Task to carry out:
Find every line below where the string "halo" shows up, and copy those lines.

────────

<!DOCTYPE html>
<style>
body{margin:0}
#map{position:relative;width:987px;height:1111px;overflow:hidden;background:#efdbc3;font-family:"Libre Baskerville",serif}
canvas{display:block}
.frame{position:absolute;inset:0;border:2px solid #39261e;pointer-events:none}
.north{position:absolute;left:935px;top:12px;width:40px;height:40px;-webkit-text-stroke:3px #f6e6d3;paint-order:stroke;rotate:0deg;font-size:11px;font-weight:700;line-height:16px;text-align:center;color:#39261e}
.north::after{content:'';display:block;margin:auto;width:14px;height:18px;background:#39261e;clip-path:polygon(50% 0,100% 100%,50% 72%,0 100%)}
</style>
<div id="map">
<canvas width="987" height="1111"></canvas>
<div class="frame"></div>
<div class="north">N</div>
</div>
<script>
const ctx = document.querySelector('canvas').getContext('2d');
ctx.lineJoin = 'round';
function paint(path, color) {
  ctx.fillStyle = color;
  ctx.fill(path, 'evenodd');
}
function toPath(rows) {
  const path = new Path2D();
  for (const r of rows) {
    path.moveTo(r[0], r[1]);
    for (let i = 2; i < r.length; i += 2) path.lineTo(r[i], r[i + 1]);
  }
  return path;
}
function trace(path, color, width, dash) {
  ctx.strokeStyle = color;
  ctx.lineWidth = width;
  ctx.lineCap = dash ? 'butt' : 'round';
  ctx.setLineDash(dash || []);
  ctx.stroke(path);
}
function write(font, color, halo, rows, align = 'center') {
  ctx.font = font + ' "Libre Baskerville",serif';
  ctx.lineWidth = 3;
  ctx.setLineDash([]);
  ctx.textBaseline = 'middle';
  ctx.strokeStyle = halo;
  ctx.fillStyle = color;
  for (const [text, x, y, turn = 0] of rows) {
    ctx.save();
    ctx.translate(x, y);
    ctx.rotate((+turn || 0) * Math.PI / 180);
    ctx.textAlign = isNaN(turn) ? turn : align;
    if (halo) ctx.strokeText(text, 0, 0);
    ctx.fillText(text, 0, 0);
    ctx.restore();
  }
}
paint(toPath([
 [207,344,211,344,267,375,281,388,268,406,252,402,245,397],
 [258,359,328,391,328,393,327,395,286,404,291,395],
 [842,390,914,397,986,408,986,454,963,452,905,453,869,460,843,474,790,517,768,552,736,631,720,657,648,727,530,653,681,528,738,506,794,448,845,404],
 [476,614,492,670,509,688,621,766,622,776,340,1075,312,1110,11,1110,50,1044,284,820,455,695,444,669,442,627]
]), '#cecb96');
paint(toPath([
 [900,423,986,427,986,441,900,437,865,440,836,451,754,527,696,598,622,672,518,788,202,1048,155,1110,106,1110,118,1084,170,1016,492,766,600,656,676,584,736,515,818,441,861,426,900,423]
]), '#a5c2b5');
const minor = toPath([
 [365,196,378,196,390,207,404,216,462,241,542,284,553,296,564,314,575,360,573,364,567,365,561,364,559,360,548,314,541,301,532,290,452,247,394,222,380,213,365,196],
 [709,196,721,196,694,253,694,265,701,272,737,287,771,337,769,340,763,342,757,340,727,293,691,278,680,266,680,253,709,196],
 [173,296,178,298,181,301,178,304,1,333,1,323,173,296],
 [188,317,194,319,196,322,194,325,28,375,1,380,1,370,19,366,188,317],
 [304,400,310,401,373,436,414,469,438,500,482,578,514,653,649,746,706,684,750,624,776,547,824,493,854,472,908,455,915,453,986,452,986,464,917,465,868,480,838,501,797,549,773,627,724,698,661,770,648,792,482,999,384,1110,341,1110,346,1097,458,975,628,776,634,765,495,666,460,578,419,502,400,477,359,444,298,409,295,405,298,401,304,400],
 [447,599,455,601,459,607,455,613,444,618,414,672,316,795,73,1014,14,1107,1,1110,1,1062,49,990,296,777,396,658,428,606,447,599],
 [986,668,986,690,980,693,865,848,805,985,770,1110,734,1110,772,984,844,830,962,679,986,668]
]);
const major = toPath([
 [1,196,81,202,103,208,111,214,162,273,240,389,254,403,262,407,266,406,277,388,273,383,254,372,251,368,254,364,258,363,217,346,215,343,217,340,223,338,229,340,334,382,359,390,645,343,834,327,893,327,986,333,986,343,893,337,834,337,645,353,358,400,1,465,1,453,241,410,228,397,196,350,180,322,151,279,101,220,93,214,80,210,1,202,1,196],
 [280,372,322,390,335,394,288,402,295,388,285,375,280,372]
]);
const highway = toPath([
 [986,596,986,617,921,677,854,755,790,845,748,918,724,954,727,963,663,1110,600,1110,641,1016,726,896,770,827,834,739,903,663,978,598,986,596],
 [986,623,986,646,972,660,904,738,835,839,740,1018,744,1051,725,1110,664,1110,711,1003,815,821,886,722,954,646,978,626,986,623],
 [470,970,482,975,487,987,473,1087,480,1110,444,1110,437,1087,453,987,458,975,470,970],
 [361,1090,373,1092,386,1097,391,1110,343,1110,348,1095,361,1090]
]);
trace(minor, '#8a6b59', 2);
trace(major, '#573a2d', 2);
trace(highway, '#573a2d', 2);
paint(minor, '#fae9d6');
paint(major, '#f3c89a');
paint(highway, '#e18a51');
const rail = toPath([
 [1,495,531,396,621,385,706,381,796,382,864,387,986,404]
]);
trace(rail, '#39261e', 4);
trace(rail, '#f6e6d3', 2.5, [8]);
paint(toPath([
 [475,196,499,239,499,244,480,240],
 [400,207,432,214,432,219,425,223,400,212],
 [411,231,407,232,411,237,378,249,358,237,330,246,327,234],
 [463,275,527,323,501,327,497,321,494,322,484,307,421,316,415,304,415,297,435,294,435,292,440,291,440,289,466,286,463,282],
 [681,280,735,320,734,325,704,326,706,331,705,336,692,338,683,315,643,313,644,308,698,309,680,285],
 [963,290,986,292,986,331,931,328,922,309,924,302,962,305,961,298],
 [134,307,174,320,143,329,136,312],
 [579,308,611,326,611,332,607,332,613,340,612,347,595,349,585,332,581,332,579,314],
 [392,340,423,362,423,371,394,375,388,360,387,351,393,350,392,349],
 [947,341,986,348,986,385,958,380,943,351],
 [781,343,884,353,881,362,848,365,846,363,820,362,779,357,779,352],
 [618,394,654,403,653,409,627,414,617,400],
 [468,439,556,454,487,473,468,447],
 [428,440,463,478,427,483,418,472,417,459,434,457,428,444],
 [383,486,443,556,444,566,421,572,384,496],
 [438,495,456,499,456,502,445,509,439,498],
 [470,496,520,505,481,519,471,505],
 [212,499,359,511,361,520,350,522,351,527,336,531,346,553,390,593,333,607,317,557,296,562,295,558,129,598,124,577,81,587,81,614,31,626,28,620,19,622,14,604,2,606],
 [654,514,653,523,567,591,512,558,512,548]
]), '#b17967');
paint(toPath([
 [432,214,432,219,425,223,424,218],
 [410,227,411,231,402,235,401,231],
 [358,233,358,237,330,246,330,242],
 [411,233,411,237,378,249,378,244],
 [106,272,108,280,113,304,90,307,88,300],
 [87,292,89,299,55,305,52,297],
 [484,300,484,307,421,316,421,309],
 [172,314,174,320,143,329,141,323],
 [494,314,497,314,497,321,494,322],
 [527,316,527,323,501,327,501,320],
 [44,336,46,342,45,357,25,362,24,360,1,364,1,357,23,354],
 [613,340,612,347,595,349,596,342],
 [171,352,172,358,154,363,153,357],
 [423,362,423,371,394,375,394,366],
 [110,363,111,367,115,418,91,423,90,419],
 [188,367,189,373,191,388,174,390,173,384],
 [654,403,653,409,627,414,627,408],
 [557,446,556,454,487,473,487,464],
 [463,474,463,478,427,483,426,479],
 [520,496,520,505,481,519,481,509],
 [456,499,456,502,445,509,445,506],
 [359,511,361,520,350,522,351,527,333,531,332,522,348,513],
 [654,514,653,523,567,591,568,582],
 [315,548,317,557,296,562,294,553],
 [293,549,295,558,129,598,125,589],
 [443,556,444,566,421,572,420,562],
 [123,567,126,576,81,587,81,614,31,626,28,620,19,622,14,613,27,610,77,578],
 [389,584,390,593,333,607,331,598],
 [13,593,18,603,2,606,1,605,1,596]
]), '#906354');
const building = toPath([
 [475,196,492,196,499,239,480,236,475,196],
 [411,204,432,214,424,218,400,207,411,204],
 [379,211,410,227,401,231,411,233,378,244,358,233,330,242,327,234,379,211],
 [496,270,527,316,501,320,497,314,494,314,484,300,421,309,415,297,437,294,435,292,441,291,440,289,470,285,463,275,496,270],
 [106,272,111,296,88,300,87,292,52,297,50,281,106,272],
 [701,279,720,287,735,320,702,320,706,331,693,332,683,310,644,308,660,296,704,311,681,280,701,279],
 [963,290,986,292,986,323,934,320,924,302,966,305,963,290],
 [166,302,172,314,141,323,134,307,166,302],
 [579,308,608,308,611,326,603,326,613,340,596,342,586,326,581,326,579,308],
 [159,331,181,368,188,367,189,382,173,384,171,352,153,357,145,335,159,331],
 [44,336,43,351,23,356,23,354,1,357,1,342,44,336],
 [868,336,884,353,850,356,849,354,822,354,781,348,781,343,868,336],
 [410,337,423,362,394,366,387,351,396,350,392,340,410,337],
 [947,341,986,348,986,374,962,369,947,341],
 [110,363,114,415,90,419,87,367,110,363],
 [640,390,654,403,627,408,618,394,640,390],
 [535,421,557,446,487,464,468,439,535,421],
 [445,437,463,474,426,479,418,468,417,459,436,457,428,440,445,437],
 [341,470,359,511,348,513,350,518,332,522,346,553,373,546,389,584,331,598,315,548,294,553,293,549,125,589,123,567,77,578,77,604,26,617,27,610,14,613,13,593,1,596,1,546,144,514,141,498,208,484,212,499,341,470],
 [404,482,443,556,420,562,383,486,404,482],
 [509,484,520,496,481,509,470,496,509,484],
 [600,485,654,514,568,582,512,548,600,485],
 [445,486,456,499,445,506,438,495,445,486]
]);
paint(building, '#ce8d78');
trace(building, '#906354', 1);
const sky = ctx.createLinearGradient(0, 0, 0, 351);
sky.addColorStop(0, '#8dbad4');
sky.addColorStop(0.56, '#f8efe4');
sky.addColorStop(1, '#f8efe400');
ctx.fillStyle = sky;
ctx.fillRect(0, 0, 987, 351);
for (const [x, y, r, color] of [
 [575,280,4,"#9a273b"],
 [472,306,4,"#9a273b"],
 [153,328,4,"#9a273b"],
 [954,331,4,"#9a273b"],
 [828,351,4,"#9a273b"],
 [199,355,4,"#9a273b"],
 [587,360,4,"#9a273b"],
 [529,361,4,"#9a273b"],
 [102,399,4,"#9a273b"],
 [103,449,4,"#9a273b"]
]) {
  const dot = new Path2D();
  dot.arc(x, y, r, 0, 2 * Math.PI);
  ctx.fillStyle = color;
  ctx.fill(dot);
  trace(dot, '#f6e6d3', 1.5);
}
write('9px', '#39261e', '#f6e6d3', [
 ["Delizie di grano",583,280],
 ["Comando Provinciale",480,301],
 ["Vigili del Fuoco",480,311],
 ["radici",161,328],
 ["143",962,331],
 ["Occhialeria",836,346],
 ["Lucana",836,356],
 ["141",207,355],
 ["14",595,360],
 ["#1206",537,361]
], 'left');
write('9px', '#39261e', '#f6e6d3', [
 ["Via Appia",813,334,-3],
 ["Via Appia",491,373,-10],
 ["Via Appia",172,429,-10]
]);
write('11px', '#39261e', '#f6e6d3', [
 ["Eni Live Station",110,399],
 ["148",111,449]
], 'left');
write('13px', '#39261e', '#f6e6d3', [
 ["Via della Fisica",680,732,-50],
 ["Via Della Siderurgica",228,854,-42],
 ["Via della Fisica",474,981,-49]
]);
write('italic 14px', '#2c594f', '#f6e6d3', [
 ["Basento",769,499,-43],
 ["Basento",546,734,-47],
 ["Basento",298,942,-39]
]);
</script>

────────

Exercise response:
function write(font, color, halo, rows, align = 'center') {
  ctx.strokeStyle = halo;
    if (halo) ctx.strokeText(text, 0, 0);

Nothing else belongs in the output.